**Task:** Show the lines below where "toPath" occurs.

[Saved entries]
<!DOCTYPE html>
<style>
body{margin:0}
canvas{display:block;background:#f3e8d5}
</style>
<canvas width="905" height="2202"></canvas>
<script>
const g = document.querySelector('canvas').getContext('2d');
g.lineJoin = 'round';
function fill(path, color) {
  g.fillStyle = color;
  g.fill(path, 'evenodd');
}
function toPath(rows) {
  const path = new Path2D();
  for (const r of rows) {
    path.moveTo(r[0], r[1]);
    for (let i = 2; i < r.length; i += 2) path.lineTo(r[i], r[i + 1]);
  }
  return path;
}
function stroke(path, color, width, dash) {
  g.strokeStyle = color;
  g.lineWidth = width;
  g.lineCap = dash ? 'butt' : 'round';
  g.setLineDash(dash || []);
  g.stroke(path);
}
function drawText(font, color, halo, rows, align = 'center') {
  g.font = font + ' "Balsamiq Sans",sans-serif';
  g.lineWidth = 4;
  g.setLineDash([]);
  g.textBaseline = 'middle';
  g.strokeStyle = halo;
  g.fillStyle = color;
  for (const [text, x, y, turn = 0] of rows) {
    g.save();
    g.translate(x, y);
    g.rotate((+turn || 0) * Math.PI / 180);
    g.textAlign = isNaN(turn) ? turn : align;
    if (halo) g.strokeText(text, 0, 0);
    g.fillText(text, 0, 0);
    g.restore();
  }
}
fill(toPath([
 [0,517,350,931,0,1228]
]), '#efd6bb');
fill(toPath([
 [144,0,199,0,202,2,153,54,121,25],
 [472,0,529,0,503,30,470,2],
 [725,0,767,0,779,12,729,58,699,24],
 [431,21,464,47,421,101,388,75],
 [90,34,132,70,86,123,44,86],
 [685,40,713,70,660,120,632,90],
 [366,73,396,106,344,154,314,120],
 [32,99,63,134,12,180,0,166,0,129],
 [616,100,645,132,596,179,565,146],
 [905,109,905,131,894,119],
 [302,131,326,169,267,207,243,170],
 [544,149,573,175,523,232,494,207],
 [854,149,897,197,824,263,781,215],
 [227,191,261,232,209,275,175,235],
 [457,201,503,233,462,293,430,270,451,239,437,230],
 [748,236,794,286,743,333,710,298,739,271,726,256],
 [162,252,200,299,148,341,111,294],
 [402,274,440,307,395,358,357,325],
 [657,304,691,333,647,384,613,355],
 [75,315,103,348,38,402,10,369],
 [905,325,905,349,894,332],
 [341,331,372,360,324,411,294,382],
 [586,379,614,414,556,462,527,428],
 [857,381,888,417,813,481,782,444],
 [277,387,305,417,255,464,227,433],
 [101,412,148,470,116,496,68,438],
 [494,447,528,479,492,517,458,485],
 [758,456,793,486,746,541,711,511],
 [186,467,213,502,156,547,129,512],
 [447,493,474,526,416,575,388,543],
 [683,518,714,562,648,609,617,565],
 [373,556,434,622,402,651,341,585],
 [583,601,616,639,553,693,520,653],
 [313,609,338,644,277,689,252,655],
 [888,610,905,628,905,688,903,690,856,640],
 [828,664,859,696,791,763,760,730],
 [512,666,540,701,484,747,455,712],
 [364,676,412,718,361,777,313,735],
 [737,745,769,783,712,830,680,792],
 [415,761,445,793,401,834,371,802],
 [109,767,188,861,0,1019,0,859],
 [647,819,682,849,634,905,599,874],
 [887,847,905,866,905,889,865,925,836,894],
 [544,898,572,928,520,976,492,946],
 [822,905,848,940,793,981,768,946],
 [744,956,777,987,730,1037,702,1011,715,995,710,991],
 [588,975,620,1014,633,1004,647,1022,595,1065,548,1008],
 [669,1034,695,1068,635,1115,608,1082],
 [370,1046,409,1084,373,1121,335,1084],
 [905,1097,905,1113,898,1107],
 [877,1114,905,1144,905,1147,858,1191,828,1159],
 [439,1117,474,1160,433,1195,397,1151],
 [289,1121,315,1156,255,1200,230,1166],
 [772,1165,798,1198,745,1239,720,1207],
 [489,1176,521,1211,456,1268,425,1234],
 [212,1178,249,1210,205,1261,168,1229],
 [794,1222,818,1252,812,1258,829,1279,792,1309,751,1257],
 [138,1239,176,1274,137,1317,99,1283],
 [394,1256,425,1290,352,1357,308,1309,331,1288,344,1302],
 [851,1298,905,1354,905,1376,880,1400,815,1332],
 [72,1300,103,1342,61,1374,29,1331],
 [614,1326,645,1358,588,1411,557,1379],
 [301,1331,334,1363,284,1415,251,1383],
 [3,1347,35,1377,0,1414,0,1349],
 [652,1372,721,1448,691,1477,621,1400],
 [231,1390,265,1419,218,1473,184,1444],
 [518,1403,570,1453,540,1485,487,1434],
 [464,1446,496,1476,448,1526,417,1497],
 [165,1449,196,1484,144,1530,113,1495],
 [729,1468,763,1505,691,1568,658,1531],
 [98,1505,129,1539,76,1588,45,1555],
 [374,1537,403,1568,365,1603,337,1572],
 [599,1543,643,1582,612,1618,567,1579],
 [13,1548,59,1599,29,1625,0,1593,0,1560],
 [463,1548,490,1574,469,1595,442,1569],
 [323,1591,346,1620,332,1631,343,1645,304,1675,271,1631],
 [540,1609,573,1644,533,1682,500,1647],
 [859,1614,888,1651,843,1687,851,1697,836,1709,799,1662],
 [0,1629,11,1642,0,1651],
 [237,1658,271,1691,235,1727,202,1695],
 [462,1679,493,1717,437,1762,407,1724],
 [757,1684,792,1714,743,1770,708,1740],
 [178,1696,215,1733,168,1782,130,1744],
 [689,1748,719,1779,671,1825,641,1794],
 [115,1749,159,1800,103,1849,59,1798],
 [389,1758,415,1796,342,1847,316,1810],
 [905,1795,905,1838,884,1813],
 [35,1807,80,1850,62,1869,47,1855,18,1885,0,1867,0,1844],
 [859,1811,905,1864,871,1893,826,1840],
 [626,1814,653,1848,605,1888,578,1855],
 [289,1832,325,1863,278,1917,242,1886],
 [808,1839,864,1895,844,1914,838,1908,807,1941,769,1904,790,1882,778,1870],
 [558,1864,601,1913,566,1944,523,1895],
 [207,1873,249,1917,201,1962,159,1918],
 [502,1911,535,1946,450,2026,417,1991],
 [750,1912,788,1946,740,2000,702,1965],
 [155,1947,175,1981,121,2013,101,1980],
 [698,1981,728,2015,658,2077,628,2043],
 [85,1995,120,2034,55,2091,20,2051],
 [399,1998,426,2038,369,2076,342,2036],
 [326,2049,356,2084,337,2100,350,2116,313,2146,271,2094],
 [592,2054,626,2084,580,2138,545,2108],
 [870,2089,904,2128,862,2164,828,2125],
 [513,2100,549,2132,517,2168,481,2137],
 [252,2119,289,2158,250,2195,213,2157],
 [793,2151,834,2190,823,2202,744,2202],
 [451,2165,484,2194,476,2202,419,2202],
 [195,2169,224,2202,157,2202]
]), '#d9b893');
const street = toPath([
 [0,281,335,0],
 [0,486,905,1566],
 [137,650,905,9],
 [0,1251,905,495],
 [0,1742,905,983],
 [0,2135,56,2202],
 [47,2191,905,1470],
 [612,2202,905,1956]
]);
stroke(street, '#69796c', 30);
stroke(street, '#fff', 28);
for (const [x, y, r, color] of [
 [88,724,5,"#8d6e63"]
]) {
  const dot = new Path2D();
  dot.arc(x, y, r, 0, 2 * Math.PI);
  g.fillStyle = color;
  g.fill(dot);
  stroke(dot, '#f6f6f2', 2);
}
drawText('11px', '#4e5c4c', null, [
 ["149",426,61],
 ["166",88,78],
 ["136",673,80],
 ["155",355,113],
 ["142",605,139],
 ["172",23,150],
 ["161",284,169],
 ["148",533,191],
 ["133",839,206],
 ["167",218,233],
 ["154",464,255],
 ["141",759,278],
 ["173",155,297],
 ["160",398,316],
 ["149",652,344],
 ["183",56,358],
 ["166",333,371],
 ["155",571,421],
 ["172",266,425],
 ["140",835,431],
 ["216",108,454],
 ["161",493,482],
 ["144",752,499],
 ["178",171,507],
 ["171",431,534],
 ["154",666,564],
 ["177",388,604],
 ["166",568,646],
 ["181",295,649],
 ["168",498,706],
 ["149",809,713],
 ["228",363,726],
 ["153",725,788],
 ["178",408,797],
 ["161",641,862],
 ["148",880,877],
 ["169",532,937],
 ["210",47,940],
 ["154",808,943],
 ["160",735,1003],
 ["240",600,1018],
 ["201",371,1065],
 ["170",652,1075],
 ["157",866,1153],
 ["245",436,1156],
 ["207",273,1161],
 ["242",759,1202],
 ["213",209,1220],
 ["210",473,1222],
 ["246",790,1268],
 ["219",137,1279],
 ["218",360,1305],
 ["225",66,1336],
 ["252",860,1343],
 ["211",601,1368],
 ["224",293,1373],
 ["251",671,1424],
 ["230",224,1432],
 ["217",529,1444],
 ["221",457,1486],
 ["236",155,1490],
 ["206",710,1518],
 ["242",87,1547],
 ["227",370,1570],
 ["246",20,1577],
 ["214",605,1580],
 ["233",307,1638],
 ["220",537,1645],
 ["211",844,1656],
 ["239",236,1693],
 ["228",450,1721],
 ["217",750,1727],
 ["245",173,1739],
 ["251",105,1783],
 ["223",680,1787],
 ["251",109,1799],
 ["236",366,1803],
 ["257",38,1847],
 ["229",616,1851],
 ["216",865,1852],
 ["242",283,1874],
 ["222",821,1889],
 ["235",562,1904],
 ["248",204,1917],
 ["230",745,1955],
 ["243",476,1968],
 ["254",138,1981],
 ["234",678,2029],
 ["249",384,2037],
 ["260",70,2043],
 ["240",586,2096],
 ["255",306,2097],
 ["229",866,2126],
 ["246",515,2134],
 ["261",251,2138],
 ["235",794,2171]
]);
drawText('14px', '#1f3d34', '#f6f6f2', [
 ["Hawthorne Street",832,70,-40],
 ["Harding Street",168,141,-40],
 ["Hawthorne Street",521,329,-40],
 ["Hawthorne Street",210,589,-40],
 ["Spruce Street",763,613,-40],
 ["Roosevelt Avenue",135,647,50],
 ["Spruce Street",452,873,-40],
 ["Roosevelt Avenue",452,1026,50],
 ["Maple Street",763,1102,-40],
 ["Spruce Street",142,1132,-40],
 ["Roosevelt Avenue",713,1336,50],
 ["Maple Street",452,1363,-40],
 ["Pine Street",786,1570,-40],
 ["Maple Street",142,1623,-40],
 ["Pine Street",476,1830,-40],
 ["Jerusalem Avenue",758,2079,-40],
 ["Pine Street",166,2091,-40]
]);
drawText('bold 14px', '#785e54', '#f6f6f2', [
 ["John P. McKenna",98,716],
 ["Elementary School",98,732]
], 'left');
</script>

**Response:**
function toPath(rows) {
fill(toPath([
fill(toPath([
const street = toPath([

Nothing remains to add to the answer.